Published in NH Society of CPAs Connection (Winter 2017)
Cyber-attacks and costly accidental losses of sensitive personal and financial information are no longer confined to retailers like Target or Sony or banks and investment houses like JP Morgan. Accountants and accounting firms are prime targets for hackers and are experiencing disproportionately damaging breaches from employee mistakes.
Clients entrust their accountant with the most sensitive information about themselves and their family members, including financial and investment account data, tax returns, personal and business income, social security numbers, and driver’s license and other governmental identification numbers. While housing these highly valuable repositories of sensitive information, accountants and accounting firms commonly have fewer resources than larger companies, and have devoted far less attention to their cyber vulnerabilities. Consequently, hackers recognize them as easy targets that generate significant yields of this prized information, and accidental losses of such information by employees can have disastrous effects.
Breaches of accountants and accounting firms can result in grave damage because the lost data is so immediately and directly useful for financial and identity theft, such as fraudulent tax filings, and their clients are commonly wealthy individuals and profitable businesses with well-funded accounts and valuable identities and credit. Though hurtful to the clients, such breaches can be catastrophic – even a killer – for accountants and accounting firms, which rely heavily on their reputation in the community and the trust of their clients for future business.
To reduce the vulnerability to a cyber breach and mitigate the damage that results if such a breach does occur, every accountant and accounting firm should engage in the following five step data security risk management process:
1. Retain an experienced data security attorney to conduct a comprehensive data security risk assessment of the business’ physical, technological and administrative infrastructure.
2. Prepare a risk assessment and vulnerabilities report, and implement a strategy to remediate the business’ data security vulnerabilities, including obtaining appropriate cyber liability insurance.
3. Create and implement a written data security policy, and formalize business practices and procedures that address cyber risks.
4. Train all employees about the data security policies, practices and procedures, as well as common cyber threats faced by the business.
5. Conduct periodic reassessments and updated employee trainings.
Risk Assessment: Step one involves identifying the information the business has that is legally protected, for example, under state data security laws or federal laws or regulations such as HIPAA, Securities and Exchange Commission regulations, and Federal Trade Commission regulations. It is critical to do so because the fines imposed by regulators for failure to comply are significant – commonly hundreds of thousand dollars for a moderate breach, increasing to over a million dollars for a larger breach. The legally protected information is mapped through its lifecycle (e.g., from receipt and creation, through use and transmission, to disposal and destruction), and areas of non-compliance or risk are identified using the legal requirements and standards of applicable laws and regulations. This is a highly collaborative process between the managers of the business, competent IT professionals (inside or outside the business, or both), and legal counsel experienced with this area of the law and qualified to understand technological, physical and administrative security matters.

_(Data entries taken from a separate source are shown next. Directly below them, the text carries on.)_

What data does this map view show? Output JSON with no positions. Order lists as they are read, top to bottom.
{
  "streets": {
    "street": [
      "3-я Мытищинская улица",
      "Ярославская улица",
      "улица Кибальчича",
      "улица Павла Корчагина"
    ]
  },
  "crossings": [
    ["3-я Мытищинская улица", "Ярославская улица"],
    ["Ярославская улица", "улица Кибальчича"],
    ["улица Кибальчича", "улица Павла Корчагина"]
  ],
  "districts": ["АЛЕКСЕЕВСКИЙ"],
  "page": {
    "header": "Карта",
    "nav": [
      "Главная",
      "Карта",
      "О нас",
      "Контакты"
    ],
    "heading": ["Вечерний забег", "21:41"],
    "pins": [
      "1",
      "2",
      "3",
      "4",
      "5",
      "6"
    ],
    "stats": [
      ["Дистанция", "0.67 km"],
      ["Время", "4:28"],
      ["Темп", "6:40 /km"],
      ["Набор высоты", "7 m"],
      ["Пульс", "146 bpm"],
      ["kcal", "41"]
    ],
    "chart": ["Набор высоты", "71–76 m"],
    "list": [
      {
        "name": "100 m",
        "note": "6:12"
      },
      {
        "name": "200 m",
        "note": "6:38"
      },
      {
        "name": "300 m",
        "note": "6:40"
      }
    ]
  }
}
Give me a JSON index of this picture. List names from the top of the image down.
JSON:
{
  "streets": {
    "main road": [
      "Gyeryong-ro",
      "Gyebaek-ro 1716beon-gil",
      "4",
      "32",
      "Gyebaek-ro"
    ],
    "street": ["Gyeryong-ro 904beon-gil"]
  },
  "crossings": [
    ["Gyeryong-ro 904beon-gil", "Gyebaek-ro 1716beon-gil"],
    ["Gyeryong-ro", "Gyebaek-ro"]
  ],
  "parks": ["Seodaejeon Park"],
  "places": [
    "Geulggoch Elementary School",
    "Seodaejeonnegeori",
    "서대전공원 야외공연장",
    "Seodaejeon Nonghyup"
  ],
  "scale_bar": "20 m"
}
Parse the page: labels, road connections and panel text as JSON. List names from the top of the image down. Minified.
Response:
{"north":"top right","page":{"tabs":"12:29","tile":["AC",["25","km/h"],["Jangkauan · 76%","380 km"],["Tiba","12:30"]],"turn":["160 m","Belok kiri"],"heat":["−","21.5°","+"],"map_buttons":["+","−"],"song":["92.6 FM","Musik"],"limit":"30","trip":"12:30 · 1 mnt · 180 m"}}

Assessment and Vulnerabilities Report and Remediation: Step two flows from the areas of non-compliance and risk identified in the assessment. Priority is assigned to items that are relatively easy to remedy, that do not comply with applicable law, or that embody significant risk. The business creates a timeline for addressing the issues, then identifies and implements solutions for those vulnerabilities. Remediating vulnerabilities frequently depends on the availability and affordability of technological, physical or administrative solutions. As a result, it is common for a business to require a year or more to properly address all vulnerabilities identified in an initial assessment. In addition, it is critical for accountants and accounting firms to obtain cyber liability insurance appropriately tailored to their particular businesses, as such insurance can cover a large portion of the direct costs incurred when responding to a breach.
Data Security Policy: The data security policy, and the formalized practices and procedures, are created from the information gathered during the risk assessment and the remedies implemented or anticipated for the vulnerabilities. Policies, practices and procedures created in the absence of a comprehensive risk assessment are pure guesswork, and do not comply with state or federal law or accepted practice. No two business’ policies, practices or procedures are the same because no two businesses are the same, and there is no boilerplate for this process.
Employee Training: The fourth step is an integral component of data security compliance. Employees handle protected data on a daily basis, and therefore need to be taught about data security generally as well as the business’ specific policies, practices and procedures. Likewise, properly trained employees know better how to avoid breaches, how to recognize an actual or potential breach, and how to properly respond in such circumstances.
Reassessment and Retraining: Security reassessments and periodic retraining are required and natural for any business committed to data security compliance. Reassessments are used to address vulnerabilities from new or different technologies, changed physical or administrative systems, or novel external threats. Also, as a business becomes data security aware, it frequently identifies previously unknown vulnerabilities and adopts remedies that enhance security beyond the measures implemented after the initial risk assessment and report.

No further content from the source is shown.